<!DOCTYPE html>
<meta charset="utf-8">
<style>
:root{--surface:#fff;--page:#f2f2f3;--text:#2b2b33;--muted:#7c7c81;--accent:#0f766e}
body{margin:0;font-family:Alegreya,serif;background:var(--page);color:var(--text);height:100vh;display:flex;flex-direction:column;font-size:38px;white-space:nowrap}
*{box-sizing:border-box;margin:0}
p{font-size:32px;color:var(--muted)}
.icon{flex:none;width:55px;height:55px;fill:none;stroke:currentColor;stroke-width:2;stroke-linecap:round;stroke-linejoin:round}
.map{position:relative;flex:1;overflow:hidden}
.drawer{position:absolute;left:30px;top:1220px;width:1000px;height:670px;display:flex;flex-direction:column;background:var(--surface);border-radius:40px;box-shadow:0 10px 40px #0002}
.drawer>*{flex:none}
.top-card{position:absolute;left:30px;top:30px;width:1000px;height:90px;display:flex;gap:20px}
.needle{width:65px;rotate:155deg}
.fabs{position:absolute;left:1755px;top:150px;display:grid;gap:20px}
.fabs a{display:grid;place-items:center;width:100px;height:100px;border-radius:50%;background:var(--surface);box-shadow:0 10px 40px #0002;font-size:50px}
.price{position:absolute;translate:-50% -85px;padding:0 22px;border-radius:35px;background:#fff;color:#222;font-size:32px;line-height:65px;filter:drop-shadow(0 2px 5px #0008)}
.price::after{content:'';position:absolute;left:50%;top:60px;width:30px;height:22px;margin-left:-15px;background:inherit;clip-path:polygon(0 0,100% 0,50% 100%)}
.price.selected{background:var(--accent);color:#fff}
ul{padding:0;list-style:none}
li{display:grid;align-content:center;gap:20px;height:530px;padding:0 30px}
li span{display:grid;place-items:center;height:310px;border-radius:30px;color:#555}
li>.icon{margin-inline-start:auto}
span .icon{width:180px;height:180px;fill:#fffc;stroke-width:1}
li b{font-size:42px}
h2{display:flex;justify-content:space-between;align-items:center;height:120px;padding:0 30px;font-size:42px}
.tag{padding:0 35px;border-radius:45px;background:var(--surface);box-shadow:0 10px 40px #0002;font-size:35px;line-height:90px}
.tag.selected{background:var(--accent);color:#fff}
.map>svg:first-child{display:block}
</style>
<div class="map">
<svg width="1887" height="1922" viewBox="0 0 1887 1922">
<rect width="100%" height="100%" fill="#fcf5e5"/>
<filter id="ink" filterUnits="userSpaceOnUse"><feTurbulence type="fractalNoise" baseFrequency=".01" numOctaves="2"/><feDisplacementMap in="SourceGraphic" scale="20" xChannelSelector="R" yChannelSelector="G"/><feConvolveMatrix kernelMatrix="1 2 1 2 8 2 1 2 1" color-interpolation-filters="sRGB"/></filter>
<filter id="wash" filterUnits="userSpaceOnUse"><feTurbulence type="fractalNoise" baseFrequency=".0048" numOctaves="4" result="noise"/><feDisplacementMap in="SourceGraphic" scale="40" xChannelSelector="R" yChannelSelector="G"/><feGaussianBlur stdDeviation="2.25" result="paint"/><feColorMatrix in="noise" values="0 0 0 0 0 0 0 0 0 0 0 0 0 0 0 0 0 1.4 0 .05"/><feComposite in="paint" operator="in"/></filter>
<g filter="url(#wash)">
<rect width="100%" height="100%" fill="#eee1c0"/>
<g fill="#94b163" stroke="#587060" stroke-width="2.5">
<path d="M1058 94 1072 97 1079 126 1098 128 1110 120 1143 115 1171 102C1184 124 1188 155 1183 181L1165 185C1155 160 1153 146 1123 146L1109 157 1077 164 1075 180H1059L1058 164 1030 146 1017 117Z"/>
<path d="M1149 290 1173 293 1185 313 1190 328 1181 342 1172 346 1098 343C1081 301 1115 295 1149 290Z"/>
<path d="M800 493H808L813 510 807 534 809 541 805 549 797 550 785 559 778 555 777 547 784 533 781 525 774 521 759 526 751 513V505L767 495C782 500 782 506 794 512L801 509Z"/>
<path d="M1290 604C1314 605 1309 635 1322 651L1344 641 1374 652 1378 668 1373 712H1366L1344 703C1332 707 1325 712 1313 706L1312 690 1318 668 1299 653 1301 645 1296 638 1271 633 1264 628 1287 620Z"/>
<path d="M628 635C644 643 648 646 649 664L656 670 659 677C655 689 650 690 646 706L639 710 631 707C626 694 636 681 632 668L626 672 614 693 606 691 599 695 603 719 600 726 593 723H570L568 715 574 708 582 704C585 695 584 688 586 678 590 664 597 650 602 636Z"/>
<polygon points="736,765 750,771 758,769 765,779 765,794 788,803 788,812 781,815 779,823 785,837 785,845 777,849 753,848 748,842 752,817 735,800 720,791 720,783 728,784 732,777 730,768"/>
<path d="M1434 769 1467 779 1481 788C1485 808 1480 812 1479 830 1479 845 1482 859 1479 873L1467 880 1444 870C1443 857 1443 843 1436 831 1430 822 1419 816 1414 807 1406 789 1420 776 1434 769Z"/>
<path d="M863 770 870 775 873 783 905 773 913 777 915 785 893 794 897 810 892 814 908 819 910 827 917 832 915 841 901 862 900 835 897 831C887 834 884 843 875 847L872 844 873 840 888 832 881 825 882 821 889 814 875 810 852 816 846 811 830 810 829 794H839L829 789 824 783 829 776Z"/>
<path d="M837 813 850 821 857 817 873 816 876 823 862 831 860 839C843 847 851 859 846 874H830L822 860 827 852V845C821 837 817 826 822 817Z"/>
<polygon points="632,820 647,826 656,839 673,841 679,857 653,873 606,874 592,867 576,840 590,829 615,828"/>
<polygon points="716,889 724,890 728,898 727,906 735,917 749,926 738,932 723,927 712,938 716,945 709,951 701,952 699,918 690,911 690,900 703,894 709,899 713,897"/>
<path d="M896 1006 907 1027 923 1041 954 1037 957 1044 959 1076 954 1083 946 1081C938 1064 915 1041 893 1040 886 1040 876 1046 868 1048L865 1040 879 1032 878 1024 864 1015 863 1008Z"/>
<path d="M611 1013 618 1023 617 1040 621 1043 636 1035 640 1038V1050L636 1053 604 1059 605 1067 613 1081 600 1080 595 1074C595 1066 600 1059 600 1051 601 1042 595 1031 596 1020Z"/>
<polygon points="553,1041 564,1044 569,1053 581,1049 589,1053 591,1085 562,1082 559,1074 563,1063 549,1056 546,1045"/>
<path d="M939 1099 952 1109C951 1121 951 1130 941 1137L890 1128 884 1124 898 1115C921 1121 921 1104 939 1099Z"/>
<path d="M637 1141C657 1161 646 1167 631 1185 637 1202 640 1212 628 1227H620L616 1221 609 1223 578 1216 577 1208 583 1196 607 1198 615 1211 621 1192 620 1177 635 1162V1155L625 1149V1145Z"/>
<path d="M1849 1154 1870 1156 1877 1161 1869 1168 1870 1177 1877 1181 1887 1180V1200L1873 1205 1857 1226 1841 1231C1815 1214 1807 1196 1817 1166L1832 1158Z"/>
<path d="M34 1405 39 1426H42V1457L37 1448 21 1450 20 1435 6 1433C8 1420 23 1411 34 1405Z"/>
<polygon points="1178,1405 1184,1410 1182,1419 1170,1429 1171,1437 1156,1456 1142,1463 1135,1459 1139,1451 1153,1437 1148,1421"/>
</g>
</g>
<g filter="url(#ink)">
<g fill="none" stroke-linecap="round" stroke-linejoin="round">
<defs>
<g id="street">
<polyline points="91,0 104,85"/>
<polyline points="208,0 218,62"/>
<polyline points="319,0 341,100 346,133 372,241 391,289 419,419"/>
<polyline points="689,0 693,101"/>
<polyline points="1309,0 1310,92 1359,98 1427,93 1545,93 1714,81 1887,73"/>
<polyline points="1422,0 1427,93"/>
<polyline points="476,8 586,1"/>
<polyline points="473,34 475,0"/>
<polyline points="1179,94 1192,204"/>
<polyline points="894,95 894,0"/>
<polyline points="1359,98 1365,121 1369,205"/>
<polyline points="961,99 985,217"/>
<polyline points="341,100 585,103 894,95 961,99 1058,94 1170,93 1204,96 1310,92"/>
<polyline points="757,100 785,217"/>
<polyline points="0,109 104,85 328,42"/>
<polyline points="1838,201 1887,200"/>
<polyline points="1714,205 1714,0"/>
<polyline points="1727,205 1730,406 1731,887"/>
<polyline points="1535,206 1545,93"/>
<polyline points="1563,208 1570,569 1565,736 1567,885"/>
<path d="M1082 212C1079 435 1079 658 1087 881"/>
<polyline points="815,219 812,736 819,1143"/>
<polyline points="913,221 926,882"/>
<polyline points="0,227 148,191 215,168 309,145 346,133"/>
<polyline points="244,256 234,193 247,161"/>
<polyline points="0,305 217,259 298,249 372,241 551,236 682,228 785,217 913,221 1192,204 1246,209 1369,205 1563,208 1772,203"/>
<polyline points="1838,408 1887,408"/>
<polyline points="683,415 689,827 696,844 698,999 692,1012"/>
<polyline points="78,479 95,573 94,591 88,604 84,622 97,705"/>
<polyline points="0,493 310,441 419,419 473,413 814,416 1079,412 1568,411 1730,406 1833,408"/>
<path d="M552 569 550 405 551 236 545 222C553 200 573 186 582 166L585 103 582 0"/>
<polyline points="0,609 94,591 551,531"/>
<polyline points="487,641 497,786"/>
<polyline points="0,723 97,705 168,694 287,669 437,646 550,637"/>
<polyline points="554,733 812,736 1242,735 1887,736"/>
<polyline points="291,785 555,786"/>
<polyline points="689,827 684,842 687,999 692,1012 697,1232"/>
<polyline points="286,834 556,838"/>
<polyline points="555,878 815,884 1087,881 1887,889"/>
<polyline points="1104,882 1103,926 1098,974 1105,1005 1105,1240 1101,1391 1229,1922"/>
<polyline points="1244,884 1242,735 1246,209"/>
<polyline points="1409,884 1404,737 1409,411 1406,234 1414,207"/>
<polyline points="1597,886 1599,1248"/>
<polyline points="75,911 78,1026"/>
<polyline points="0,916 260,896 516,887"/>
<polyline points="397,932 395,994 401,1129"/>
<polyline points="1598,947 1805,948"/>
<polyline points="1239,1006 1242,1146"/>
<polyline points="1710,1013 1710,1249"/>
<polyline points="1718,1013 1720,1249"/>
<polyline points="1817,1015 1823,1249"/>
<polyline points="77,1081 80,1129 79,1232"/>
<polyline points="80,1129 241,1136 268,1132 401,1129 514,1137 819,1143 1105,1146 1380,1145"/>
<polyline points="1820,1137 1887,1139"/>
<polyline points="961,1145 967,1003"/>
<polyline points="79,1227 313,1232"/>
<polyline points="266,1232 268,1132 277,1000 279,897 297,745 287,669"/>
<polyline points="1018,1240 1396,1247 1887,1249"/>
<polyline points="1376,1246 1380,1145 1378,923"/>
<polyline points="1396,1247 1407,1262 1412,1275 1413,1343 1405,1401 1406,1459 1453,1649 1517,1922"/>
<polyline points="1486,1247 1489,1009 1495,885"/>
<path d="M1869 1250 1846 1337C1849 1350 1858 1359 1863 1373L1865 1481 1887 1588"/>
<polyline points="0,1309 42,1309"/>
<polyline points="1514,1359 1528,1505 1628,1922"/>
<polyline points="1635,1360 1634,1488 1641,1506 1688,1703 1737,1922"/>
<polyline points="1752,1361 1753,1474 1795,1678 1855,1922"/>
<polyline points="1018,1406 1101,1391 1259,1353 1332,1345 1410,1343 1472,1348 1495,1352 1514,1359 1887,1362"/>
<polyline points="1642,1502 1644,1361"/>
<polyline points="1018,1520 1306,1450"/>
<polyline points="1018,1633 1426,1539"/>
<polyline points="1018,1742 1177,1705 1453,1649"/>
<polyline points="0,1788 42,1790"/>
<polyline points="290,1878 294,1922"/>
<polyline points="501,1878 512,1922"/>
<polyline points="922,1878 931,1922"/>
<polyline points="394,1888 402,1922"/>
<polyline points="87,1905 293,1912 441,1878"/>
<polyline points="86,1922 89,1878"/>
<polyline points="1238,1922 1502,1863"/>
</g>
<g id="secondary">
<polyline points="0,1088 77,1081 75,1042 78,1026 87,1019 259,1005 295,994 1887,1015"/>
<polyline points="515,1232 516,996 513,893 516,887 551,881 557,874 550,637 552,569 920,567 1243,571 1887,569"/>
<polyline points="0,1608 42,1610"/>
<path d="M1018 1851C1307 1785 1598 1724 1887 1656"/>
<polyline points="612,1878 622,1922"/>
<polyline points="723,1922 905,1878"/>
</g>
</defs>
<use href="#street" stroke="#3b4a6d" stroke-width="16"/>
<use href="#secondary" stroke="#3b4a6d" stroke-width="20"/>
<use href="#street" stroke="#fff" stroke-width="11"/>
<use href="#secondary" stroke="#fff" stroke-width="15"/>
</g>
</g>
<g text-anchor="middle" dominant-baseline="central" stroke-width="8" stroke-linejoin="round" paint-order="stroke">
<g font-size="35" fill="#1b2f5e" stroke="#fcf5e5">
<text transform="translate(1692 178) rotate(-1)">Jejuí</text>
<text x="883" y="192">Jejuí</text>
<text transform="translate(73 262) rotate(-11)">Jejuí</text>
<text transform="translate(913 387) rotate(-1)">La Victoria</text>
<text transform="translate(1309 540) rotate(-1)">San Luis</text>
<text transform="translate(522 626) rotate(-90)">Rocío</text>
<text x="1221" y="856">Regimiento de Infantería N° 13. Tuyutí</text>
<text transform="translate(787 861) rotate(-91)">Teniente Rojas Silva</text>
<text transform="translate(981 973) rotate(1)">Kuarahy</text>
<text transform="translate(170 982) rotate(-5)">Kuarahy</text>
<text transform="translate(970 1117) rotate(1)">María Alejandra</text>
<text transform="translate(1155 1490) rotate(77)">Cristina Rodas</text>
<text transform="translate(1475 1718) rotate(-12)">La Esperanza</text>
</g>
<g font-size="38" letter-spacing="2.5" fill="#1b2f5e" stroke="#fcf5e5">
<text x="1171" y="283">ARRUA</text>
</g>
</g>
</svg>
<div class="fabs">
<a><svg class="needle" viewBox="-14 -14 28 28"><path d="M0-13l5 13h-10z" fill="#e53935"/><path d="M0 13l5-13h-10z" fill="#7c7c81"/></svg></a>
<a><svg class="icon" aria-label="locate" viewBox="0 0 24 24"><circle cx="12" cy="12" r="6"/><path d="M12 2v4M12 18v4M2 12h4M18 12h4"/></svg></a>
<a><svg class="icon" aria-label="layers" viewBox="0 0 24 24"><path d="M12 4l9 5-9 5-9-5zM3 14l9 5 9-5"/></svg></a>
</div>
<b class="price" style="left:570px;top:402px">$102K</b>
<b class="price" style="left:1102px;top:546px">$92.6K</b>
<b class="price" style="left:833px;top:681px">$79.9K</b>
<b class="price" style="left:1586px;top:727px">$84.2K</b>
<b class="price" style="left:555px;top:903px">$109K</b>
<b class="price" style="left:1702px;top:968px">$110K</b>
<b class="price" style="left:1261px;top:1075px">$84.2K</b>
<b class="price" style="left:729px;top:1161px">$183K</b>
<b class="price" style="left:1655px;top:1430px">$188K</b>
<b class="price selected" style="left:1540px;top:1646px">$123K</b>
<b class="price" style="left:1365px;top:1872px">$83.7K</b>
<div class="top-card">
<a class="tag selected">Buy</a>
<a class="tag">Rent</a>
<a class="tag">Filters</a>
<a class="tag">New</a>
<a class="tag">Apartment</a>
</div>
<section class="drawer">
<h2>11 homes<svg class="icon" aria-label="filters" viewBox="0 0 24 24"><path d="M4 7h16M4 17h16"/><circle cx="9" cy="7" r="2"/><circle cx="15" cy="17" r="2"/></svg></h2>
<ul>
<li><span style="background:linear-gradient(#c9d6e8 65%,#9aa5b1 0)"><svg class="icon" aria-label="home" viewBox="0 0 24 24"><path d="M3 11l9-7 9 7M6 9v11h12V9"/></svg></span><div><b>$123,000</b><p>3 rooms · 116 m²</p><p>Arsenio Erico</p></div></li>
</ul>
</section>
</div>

### ACTIVITY:
A single number is expected here: the count of lines in the material above with "baseFrequency" in them.

### ANSWER SPACE:
2